TASK DIRECTIONS
When a line of the entries contains the word "bubble", report that line.

MATERIAL FOR THIS TASK

=== Section Start ===

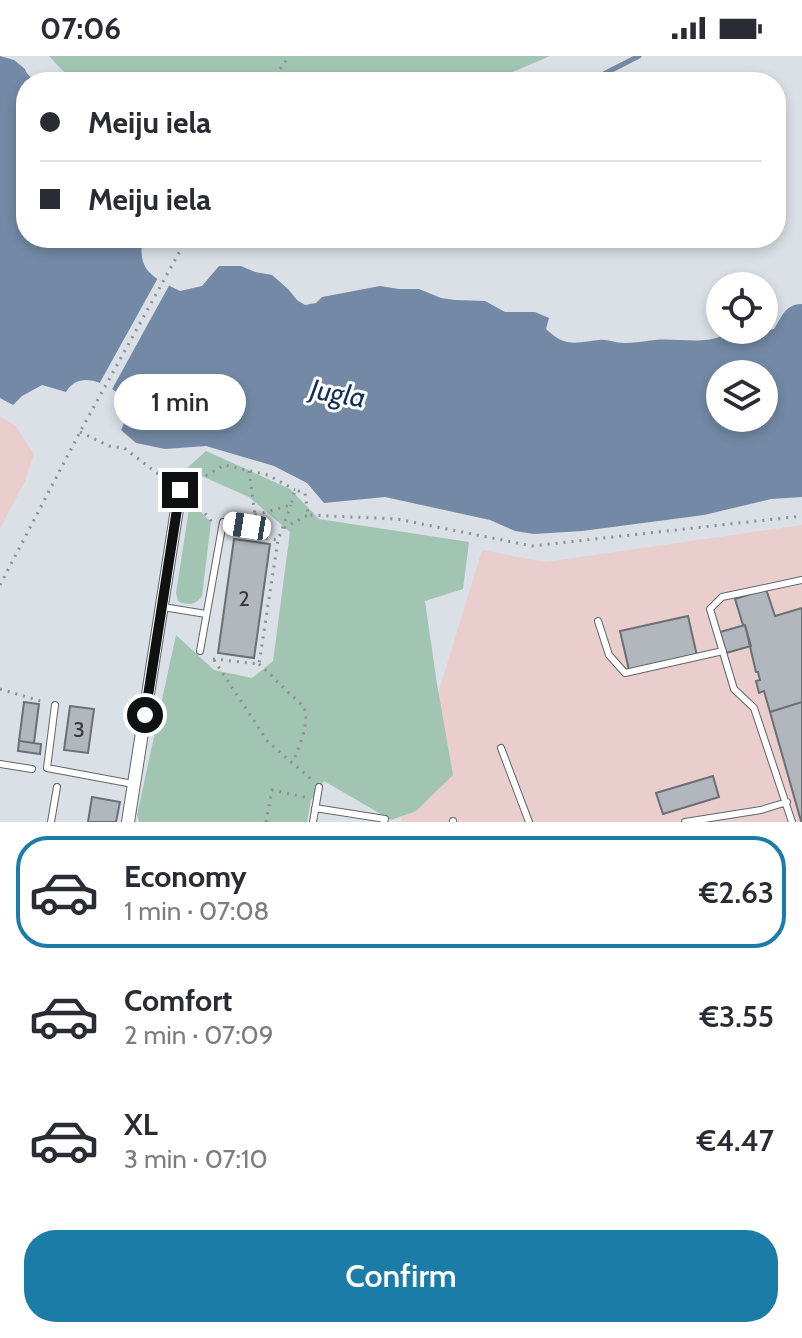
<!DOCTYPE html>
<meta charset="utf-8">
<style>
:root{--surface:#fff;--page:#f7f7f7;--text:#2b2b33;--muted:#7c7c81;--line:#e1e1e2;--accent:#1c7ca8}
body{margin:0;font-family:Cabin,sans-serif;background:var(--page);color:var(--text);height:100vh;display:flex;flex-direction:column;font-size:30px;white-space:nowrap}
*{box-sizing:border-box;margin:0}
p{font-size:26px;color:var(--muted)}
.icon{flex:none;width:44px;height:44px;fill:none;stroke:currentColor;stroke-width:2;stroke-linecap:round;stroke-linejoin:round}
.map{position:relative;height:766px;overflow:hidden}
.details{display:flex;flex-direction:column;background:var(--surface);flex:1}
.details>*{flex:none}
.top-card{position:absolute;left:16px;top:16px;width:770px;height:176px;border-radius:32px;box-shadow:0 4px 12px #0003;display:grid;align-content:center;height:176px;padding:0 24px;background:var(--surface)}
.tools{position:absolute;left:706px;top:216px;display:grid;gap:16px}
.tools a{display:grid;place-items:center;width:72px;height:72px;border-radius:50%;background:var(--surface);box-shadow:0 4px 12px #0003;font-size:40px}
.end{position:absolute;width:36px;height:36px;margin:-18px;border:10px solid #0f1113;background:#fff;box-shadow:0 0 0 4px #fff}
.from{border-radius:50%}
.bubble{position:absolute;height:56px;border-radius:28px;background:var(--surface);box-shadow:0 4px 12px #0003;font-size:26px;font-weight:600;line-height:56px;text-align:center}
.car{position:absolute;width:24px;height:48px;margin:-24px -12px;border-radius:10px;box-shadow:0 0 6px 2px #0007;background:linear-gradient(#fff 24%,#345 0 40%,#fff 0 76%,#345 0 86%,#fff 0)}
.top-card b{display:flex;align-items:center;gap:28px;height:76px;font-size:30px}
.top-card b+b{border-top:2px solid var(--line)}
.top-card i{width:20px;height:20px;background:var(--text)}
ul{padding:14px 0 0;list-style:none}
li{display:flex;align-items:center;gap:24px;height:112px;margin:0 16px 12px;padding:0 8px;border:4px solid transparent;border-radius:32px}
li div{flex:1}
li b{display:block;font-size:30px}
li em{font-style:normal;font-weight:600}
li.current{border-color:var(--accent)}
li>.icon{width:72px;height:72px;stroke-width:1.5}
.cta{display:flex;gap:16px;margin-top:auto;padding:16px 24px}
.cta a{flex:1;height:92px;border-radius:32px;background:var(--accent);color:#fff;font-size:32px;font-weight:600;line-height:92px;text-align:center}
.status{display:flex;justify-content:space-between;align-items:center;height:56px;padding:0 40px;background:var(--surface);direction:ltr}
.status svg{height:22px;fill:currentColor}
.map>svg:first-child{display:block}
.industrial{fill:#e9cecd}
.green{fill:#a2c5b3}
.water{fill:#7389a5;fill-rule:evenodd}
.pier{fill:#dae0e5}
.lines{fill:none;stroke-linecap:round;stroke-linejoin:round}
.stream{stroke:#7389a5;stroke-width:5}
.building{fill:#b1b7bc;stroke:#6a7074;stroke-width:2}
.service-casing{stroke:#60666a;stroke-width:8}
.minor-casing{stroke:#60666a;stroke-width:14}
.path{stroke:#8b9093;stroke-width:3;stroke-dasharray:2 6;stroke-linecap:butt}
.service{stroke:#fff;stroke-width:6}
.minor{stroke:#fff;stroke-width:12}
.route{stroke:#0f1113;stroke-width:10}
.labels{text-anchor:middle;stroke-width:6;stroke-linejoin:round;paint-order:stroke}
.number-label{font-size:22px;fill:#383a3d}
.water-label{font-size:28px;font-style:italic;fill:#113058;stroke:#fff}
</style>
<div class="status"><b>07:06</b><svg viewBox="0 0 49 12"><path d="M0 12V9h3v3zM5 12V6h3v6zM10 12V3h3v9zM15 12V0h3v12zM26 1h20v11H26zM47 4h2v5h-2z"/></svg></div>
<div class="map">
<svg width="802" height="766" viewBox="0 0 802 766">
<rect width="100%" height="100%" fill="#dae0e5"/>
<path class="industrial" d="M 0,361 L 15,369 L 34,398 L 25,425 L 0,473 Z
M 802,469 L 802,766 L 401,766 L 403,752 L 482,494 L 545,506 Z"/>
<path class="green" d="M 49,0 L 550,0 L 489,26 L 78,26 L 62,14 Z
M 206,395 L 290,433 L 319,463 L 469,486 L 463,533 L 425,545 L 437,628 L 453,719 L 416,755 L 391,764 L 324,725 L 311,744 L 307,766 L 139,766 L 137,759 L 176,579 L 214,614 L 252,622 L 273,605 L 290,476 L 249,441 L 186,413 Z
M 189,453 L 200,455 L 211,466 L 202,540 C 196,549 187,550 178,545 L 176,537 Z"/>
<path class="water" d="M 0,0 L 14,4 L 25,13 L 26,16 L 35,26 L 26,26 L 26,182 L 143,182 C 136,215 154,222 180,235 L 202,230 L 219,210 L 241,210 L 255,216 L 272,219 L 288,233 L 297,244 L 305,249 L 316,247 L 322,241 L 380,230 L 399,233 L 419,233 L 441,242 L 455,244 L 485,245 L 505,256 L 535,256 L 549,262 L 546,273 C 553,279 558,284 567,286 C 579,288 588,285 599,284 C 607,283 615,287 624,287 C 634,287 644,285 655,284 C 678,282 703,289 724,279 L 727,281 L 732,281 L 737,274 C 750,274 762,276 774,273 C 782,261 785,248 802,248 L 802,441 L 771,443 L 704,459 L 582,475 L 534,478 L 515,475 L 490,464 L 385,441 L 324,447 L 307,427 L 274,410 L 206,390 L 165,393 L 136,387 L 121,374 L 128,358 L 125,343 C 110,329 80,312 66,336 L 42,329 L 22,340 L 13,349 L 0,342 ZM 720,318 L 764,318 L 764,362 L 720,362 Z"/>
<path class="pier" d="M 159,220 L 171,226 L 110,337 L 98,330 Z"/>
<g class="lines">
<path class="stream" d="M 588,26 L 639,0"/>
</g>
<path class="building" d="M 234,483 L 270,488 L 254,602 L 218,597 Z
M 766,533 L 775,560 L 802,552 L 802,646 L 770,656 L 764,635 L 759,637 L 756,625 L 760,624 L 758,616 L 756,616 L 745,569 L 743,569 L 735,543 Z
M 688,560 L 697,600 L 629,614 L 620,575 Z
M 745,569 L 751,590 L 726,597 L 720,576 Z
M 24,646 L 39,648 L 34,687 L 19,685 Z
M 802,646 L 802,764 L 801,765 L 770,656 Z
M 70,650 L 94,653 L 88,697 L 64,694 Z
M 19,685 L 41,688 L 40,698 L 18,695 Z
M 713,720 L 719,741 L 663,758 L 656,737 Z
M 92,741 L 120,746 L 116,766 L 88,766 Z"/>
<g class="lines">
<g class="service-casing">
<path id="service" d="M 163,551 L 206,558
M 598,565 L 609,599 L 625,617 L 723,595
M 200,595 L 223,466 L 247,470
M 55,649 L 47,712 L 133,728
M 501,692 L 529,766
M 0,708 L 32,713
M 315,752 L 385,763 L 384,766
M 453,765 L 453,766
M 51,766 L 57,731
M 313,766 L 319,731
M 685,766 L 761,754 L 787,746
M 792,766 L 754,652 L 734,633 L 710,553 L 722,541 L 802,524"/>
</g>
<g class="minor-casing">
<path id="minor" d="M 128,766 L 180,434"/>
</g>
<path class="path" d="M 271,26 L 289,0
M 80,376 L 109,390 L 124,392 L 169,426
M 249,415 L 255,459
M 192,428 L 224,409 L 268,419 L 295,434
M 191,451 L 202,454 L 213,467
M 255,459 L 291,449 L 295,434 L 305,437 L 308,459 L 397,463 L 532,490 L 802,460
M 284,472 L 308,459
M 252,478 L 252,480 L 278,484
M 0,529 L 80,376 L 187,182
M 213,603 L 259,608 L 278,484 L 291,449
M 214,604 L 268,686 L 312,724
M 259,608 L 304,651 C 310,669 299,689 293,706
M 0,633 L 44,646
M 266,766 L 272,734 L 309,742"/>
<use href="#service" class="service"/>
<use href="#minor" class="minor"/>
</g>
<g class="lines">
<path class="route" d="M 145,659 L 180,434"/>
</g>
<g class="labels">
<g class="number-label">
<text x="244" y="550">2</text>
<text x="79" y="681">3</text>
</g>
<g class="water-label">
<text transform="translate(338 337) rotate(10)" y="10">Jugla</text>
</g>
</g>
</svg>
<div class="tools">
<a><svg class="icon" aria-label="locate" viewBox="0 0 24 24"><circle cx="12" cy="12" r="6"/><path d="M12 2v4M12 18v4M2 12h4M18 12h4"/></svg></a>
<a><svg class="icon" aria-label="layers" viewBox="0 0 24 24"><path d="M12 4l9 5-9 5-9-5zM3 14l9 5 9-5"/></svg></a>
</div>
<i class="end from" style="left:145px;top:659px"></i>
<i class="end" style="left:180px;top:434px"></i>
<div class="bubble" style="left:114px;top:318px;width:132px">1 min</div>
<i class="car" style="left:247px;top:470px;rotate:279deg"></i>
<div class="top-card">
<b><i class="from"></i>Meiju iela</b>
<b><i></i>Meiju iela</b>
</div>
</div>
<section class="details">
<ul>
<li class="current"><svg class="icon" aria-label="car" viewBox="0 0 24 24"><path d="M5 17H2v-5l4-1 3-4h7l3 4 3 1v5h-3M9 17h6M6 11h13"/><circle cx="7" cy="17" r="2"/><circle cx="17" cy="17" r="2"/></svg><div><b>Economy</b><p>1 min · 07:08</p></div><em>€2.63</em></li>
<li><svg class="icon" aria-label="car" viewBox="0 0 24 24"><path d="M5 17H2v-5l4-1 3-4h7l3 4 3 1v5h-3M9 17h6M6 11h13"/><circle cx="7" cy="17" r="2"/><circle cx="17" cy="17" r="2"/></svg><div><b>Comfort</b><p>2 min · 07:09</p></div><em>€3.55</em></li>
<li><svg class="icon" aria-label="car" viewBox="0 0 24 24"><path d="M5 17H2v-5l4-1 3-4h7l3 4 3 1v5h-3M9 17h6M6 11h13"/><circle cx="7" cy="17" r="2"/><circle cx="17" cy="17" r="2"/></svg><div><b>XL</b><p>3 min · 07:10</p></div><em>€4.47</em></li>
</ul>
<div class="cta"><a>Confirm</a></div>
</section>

=== Section End ===

ANSWER TO THE EXERCISE
.bubble{position:absolute;height:56px;border-radius:28px;background:var(--surface);box-shadow:0 4px 12px #0003;font-size:26px;font-weight:600;line-height:56px;text-align:center}
<div class="bubble" style="left:114px;top:318px;width:132px">1 min</div>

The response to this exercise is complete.